What special tokens are used?

In the v2, special tokens were different for SEQ2SEQ and LM: LM was BOS, PAD, EOS with IDs (0, 1, 2) and the first vocab token started at id=3 SEQ2SEQ was UNK, PAD, BOS, EOS with IDs (0, 1, 2, 3) and first vocab token started at id=4

In v3 we changed this behavior to align things: group.add( "--default_specials", "-default_specilas", nargs="+", type=str, default=[ DefaultTokens.UNK, DefaultTokens.PAD, DefaultTokens.BOS, DefaultTokens.EOS, ])

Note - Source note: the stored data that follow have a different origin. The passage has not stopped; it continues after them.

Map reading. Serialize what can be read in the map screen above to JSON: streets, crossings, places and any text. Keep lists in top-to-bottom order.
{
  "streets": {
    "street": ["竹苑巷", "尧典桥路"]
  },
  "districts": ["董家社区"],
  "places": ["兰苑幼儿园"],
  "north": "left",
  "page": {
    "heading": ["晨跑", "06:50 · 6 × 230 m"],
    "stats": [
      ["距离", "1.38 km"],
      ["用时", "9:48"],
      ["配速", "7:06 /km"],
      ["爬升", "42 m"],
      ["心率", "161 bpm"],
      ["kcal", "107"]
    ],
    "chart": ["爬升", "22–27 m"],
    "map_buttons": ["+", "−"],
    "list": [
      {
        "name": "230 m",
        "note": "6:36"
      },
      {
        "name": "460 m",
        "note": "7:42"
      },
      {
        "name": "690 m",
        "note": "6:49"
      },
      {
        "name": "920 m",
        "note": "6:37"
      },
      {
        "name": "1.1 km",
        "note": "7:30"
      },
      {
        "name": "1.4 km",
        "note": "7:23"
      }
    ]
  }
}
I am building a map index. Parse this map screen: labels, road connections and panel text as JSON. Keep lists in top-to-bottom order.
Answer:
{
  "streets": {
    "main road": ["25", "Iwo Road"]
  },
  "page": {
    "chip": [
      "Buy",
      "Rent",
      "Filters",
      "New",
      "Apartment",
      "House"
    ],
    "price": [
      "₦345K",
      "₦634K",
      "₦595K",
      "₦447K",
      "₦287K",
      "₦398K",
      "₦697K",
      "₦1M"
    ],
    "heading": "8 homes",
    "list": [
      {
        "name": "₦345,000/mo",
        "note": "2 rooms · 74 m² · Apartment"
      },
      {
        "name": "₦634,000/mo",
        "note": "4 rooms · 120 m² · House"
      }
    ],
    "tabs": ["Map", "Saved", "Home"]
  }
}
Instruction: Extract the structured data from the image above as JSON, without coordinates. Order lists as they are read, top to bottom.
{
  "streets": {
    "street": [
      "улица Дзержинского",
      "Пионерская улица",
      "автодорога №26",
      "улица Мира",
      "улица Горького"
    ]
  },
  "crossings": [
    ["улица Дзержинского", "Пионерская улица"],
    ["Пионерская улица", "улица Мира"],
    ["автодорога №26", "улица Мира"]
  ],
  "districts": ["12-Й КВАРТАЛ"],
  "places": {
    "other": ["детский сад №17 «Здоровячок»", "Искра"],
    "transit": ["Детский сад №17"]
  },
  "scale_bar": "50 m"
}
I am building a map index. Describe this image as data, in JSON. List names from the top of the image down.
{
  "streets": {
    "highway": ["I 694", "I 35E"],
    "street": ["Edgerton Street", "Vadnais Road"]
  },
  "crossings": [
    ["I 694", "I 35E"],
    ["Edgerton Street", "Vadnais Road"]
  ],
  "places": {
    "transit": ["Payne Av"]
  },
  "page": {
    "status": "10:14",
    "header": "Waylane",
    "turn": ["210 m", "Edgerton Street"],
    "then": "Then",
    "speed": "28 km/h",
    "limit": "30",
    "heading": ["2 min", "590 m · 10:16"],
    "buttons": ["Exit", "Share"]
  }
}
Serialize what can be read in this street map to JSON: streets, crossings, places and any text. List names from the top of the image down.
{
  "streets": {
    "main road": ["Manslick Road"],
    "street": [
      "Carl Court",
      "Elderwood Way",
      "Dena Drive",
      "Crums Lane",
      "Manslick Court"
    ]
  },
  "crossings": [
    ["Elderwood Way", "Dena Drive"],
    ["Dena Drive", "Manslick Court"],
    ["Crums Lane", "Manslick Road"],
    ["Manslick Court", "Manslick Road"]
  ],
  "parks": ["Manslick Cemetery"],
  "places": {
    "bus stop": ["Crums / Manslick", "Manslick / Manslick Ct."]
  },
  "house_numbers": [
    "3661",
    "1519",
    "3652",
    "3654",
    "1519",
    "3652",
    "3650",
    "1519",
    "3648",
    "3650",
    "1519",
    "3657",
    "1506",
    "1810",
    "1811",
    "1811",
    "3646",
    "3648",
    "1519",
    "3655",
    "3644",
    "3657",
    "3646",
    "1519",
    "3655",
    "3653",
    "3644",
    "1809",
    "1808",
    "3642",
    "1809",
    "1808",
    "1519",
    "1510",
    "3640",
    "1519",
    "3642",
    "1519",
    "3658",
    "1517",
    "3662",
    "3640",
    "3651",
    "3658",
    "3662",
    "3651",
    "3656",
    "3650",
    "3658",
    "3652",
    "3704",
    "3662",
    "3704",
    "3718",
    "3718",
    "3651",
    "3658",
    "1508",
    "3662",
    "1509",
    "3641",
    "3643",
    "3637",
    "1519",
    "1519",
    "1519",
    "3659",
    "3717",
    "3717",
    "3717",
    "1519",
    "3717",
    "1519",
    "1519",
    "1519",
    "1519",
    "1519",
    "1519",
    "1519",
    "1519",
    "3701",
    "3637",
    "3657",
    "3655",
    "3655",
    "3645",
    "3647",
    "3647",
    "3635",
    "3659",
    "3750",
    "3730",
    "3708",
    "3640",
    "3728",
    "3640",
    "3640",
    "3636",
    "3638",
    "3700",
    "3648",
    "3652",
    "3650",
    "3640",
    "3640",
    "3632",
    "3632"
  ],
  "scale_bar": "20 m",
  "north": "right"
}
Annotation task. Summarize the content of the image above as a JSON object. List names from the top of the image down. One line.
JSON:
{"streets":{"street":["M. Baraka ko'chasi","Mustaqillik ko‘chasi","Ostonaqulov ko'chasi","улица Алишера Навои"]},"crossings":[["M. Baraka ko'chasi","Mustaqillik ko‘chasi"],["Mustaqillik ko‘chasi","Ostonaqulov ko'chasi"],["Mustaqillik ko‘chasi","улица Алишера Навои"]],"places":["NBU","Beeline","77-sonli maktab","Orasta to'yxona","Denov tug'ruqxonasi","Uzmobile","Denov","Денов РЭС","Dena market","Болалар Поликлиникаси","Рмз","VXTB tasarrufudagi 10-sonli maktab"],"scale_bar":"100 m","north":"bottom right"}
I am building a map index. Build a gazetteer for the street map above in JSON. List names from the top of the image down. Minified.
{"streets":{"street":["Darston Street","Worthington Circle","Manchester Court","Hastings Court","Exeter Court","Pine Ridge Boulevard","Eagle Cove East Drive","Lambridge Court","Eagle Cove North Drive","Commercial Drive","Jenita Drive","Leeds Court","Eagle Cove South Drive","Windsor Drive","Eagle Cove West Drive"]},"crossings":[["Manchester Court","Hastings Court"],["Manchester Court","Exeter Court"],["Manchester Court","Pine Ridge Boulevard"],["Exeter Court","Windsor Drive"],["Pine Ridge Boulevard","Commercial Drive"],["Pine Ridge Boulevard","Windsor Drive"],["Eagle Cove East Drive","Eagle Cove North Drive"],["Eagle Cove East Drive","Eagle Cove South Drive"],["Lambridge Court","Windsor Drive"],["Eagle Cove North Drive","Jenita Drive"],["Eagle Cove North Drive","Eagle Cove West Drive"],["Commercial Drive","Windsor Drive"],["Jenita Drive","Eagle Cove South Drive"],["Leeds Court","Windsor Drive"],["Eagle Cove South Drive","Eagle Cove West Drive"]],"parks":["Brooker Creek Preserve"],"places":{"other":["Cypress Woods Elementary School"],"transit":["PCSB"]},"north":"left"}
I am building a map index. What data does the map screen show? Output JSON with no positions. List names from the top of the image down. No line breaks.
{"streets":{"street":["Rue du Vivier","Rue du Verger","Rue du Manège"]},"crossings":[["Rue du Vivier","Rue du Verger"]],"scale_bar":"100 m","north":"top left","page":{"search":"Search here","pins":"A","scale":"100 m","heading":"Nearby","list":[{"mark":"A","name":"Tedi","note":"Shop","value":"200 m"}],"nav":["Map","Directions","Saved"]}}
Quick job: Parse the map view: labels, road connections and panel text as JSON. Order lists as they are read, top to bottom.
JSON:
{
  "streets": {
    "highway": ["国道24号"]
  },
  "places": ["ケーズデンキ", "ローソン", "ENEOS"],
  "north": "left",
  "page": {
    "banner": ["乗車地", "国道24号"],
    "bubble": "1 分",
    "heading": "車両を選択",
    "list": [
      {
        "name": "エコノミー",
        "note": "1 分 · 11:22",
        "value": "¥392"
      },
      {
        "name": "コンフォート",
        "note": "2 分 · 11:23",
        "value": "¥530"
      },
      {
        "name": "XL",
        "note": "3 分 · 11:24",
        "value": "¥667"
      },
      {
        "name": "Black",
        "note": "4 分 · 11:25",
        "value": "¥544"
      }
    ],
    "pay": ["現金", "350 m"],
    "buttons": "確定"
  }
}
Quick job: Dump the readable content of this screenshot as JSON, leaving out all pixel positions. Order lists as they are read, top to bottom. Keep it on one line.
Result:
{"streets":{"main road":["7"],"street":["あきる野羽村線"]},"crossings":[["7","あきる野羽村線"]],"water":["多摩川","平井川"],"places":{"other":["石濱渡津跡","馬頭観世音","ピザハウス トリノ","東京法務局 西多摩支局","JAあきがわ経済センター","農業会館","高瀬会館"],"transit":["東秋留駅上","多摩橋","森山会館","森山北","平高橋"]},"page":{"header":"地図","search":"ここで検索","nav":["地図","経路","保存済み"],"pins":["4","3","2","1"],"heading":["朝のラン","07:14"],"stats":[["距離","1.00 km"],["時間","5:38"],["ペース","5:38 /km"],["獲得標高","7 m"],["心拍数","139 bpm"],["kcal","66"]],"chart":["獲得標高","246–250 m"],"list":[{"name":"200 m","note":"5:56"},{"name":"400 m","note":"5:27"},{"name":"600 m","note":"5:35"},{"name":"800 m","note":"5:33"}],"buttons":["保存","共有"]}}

When we train a SEQ2SEQ model we use: SRC: srctok1 srctok2 srctok3 .... srctokn TGT: BOS tgttok1 tgttok2 ..... tgttokm EOS But when training a LM SRC: BOS srctok1 srctok2 srctok3 .... srctokn TGT: srctok1 srctok2 srctok3 .... srctokn EOS

Having said that, sometimes we need to finetune models (eg: NLLB-200, Llama, ...) with existing vocab and special tokens are not the same.

ex with NLLB-200 BOS id=0 PAD id=1 EOS id=2 UNK id=3 And the decoder start token is EOS () which means in fact that the BOS is never used. At training, TGT needs to start with EOS instead of BOS in the default OpenNMT-py config.

Example of Llama UNK id=0 BOS id=1 EOS id=2 There was no PAD but to avoid conflicts we forced PAD id=3 (which was token '<0x00>' in the original llama tokenizer)